Na sessão do dia 10, que vem publicada no Diario do dia 15, vejo completamente alterados os factos; diz-se que eu cheguei aqui depois de proclamada a votação, e para se sustentar esta falsidade pozeram-se na minha bôca palavras que eu não proferi, e que evidentemente foram introduzidas, para confirmar esta falsidade.

E notavel esta coincidencia do motivo da minha queixa com o que disse o digno par, o sr. Ferrer, o que prova quanto necessario se torna chamar a attenção da mesa e a da commissão do regimento, a fim de fazer cessar, quanto antes, este escandalo vergonhoso, e para que as notas tachygraphicas, que se mandam a casa dos pares, não vão, como acontece muitas vezes, cheias de parvoíces e de necedades que nenhum de nós tem paciencia de corrigir; e quando o individuo que fallou quizesse recorrer á sua memoria, os disparates que apparecem nas notas tachygraphicas são taes que não póde achar-se o fio do discurso.

Queixando-me d'isto, refiro me sobretudo e principalmente á redacção, que tem a maior culpabilidade em que estes factos se dêem pela fórma que acaba de ser narrada, faltando-se assim ao respeito devido a esta camara e a cada um dos seus membros, apresentando-se não só o que se diz, mas até os factos que se dão, de uma maneira desfavoravel na opinião publica.

Recommendo pois muito particularmente a V. ex.ª, e a quem esta encarregado do regimento, que se ponha um freio a estes maus empregado» d'esta casa.

O sr. Presidente: — Se V. ex.ª tivesse visto as provas que lhe haviam de ter sido mandadas, já não aconteceria isto de que se queixa.

O sr. Marquez de Niza: — Eu estou no meu direito de não ver as provas quando julgo não serem importantes, mas eu não me refiro só ás palavras que proferi, refiro-me aos factos adulterados, porque ainda que eu recebesse as provas do que disse, não podia conhecer o que dizia respeito aos factos senão pela publicação da sessão que se deu passados cinco ou seis dias.

O sr. Presidente: — Se V. ex.ª tivesse visto as provas já isto não acontecia.

O sr. Marquez de Niza: — Torno a dizer a V. ex.ª que estou no meu direito de as ter ou de as não ter, e nem por isso cessa a obrigação de outros cumprirem com o seu dever.
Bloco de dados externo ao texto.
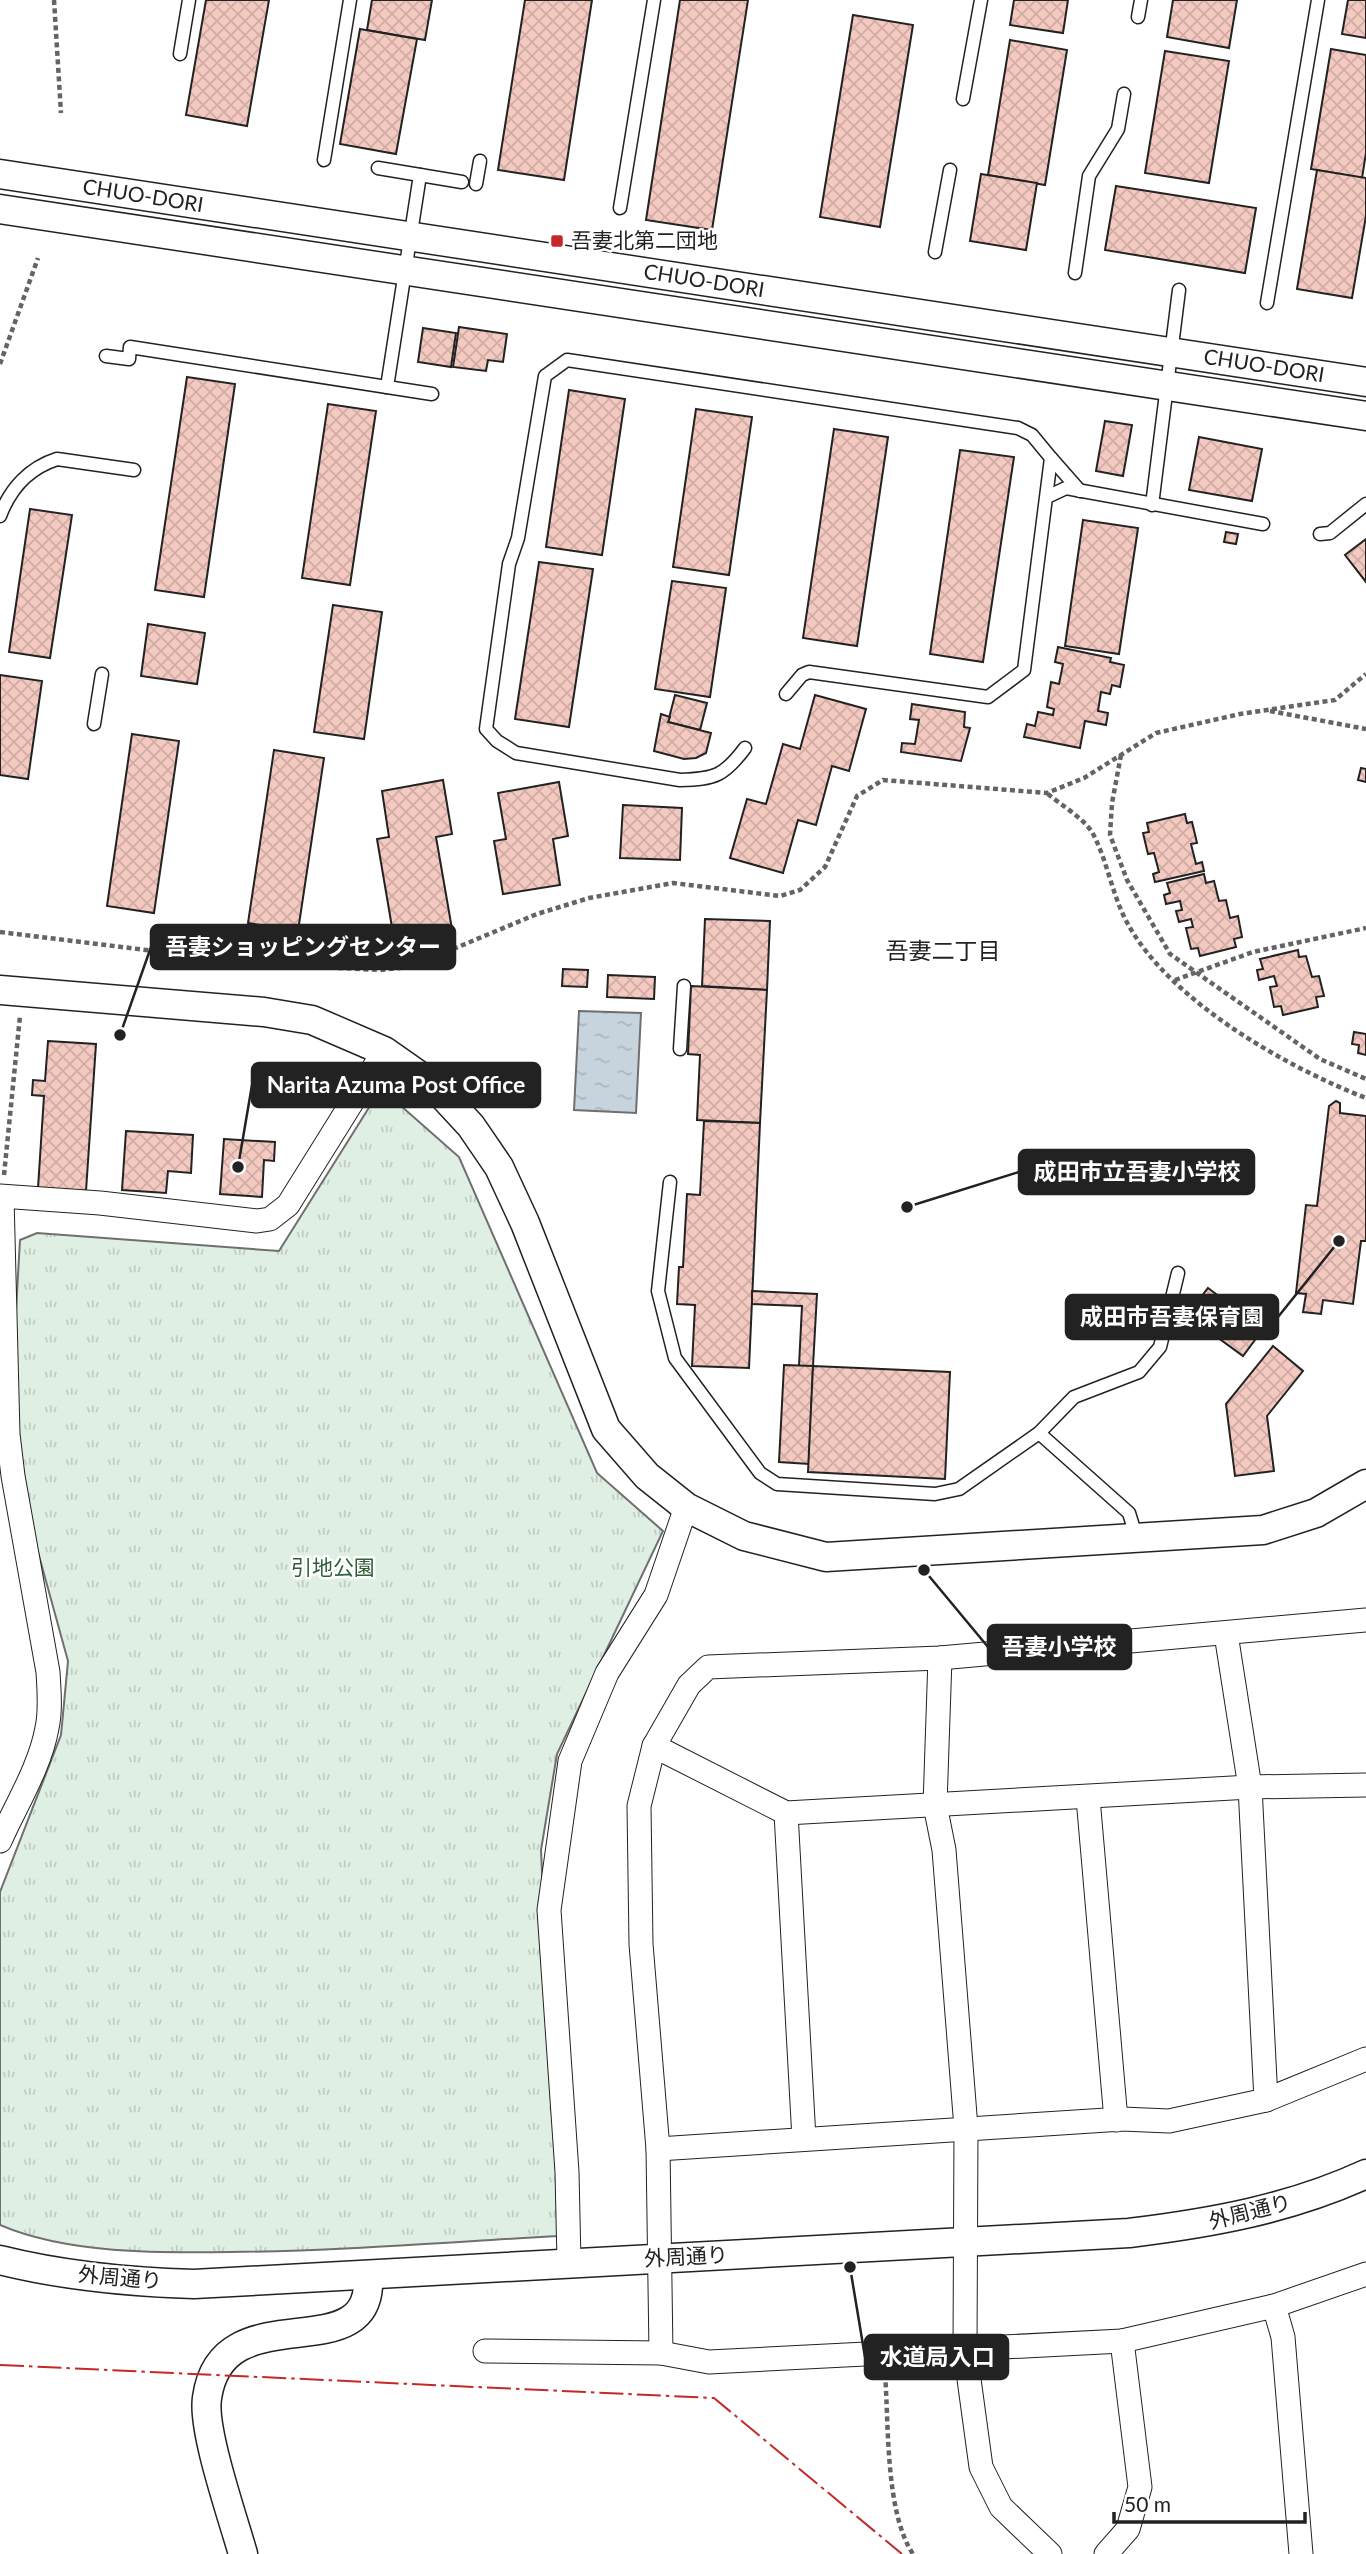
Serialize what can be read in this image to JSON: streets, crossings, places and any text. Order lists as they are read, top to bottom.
{
  "streets": {
    "street": ["CHUO-DORI", "外周通り"]
  },
  "districts": ["吾妻二丁目"],
  "parks": ["引地公園"],
  "places": {
    "transit": ["吾妻北第二団地"],
    "other": [
      "吾妻ショッピングセンター",
      "Narita Azuma Post Office",
      "成田市立吾妻小学校",
      "成田市吾妻保育園",
      "吾妻小学校",
      "水道局入口"
    ]
  },
  "scale_bar": "50 m"
}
O sr. Presidente: — Mas a mesa é que não tem obrigação de rever os discursos dos dignos pares. Seria descer da sua dignidade. Os dignos pares que querem que os seus discursos sejam exactos, revêem as provas como sempre se tem feito. A isto comtudo a mesa e a commissão administrativa hão de attender conforme o seu dever e as determinações da camara.

O sr. Marquez de Niza: —V. ex.ª permitte-me que eu responda? Ponhamos de parte o que é relativo ao que eu disse, mas subsiste a adulteração voluntaria; do que se passou retirarei a parte relativa ao meu discurso, visto V. ex.ª ter me dado essa lição que agradeço e que aproveitarei, mas a parte relativa á adulteração voluntaria dos factos, essa subsiste e sobre isso é que eu peço que se faça justiça.

O sr. Presidente: — Nós devemos sempre ser justos; por isso peço a V. ex.ª que retire as palavras adulteração voluntaria. Nós devemos ser muito sobrios em accusar pessoas que não se podem defender aqui. Não posso por isso admittir a palavra voluntaria, porque não esta provado nem póde estar, que houvesse adulteração por acto voluntario quando póde haver muitas causas que podessem induzir em erro as pessoas que prepararam essa sessão.

O sr. Marquez de Niza: — Se não houvesse adulteração das minhas proprias palavras, poderia suppor que a outra não era voluntaria, mas desde que são as minhas proprias palavras transtornadas e adulteradas completamente, não posso retirar a palavra. A camara póde por uma votação resolver isso, mas eu sem essa manifestação da camara não a retirarei.